The 2026/27 GMS contract, imposed on 1 April 2026, has brought about a number of changes impacting general practice in England. While the headline messages talk about investment and improved access, GPs are focused on the practical reality: cost pressures continue to rise, funding is being rerouted between streams, and new contractual requirements introduce delivery risk if systems and staffing aren’t aligned.
Despite raising significant concerns about the contract when it was published earlier this year, with a huge majority (98.9% of the c55%) voting to reject it in the BMA referendum, GPs will now need to consider how they can navigate the contractual requirements and remain financially stable. Practices should prioritise cashflow forecasting, contract-year modelling, management accounts, budgeting/reforecasting, funding reconciliation and workforce affordability planning.
These changes redistribute funds and introduce new delivery requirements that can create financial volatility. To protect stability, practices will need to:
By creating a 12-18 month rolling cashflow forecast - with income streams (Global Sum, QOF, enhanced services, reimbursements, PCN funds etc) and practice costs/staff and locums - and running best, expected and worst-case scenarios, you can spot ‘pinch-points’ early and plan accordingly.
Reconcile, evidence and optimise every income stream. By tightening recall processes, clinical coding and payment reconciliation, you can maximise funding entitlements, while strengthening your governance, data and reporting. If income is shifting into QOF rather than enhanced services, the goal is to be operationally equipped to earn back what has been recycled, but ensure the reward is worth the cost investment first.
Ensure your budget reflects real staffing plans, expected pay pressures and non‑pay inflation. Reforecast this quarterly (or monthly if volatile) and agree trigger points such as when locum spend or overtime exceeds the plan.
With the new practice‑level GP reimbursement scheme (details yet to be published) and relaxed ARRS GP rules, workforce planning needs to be more deliberate than ever. This will protect partner drawings and avoid mid-year reactive decisions. Your workforce plan needs to match GP capacity to demand (with a key focus on the requirement for urgent same-day access) without destabilising cashflow.
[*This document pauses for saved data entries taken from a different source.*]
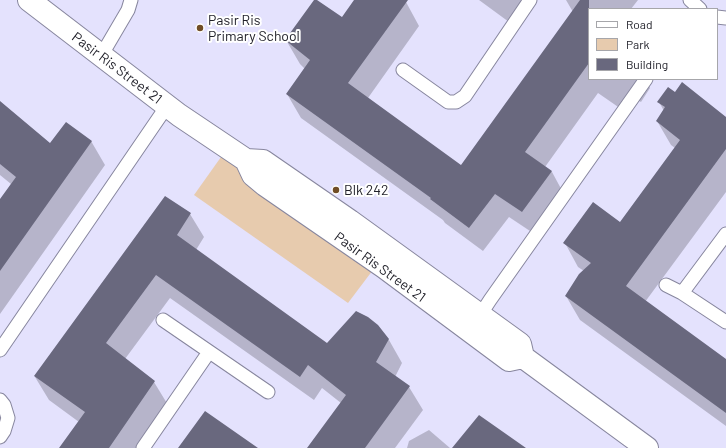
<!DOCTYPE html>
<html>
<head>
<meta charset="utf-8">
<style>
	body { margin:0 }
	#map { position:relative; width:726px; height:448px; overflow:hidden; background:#e4e2fd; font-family:Barlow,sans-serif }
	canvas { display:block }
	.legend { position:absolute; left:588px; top:8px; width:130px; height:72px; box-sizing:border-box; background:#fff; border:1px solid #a6a6aa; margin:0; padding:5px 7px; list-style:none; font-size:12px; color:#21212a }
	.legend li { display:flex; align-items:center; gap:8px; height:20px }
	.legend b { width:20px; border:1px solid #a6a6aa }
</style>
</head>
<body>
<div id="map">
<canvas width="726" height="448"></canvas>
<ul class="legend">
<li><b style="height:5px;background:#fff"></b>Road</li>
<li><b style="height:11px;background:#e7cbae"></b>Park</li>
<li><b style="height:11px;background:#69687e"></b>Building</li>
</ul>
</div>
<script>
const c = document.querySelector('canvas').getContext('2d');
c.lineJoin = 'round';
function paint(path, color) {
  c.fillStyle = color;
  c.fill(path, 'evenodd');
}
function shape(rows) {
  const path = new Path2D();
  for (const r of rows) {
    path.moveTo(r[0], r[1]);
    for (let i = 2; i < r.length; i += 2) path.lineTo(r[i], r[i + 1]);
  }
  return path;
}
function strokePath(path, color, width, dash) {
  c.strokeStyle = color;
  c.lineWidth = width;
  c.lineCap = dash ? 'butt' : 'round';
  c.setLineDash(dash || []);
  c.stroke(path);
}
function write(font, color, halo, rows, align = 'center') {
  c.font = font + ' Barlow,sans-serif';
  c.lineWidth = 4;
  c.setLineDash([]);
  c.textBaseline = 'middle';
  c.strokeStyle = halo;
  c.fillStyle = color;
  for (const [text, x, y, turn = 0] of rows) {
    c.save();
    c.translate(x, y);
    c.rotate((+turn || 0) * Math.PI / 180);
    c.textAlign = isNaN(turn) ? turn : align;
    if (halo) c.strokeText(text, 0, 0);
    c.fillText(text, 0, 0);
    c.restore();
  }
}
paint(shape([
	[226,150,382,258,348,303,194,195]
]), '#e7cbae');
paint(shape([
	[315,0,342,19,356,0,402,0,406,2,419,26,368,98,461,167,573,12,566,0,638,0,631,9,589,9,589,79,647,79,646,81,650,88,641,102,634,98,624,111,598,93,545,167,552,172,565,196,536,235,509,217,483,251,445,223,443,220,301,118,287,94,305,69,300,64,286,40],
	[479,0,526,0,509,22],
	[676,93,726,117,726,192,645,302,726,360,726,426,580,320,566,296,584,271,578,267,565,243,620,223,675,148,671,145,657,121,664,111,659,102],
	[0,104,50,145,91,141,105,165,0,314,0,201,11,184,0,175],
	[190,214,204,237,196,250,327,345,389,340,402,363,395,377,409,387,423,410,395,448,308,448,341,403,322,388,314,400,170,298,125,359,154,382,168,405,139,448,60,448,79,422,49,400,35,377],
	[429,430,450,448,407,448,409,441]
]), '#0003');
paint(shape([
	[314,0,317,0,342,17,354,0,408,0,348,83,461,165,580,0,589,0,589,63,525,152,552,171,522,212,495,194,469,228,430,199,431,198,286,94,310,60,285,40],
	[682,82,726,117,726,149,626,286,726,359,726,413,565,296,579,274,591,263,563,243,593,202,620,222,680,140,656,121,665,107,657,102,668,87,675,92],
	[0,101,50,143,66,122,92,141,0,271,0,199,16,177,0,164],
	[165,196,191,213,177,235,327,343,356,311,368,317,378,325,389,339,376,362,410,386,365,448,307,448,346,395,308,365,300,377,156,275,106,343,155,381,109,448,59,448,85,412,34,376],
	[205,411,258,448,178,448],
	[479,415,526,448,452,448]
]), '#69687e');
const lane = shape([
	[690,0,700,9],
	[717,17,726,18],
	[101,56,128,10,131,0],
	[403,70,448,102,456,102,465,96,530,0],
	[666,285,682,293,726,322],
	[682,293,726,234],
	[163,320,268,392],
	[477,320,490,300,646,79],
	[0,350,167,106],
	[0,400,4,405,8,418,4,431,0,437],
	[143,448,209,352]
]);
const street = shape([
	[29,0,179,115,246,160,263,161,350,221,520,344,523,357,647,448],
	[246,160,253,175,265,185,384,267,509,360,523,357]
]);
strokePath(lane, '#87869e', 15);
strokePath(street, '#87869e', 24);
strokePath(lane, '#fff', 13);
strokePath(street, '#fff', 22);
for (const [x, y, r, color] of [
	[200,28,4,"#704d26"],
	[336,190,4,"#704d26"]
]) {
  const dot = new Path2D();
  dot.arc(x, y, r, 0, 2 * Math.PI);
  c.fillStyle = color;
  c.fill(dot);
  strokePath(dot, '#fff', 1.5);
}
write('14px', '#21212a', '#fff', [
	["Pasir Ris",208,20],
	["Primary School",208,36],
	["Blk 242",344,190]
], 'left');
write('14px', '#21212a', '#fff', [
	["Pasir Ris Street 21",117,68,37],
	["Pasir Ris Street 21",380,267,36]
]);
</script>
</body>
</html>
The right mix of partner, salaried staff, locums and ARRS is key, taking into account recruitment timescales and session planning, as well as how GP reimbursement funding will be used.
To meet the requirements of clinically urgent same-day requests and uncapped online consultation volumes without destabilising finances, set clear triage definitions and ensure consistent clinical decision‑making. Build demand “buffers” - protect duty‑doctor capacity, implement escalation pathways, and review admin workflows to stop urgent demand spilling into overtime.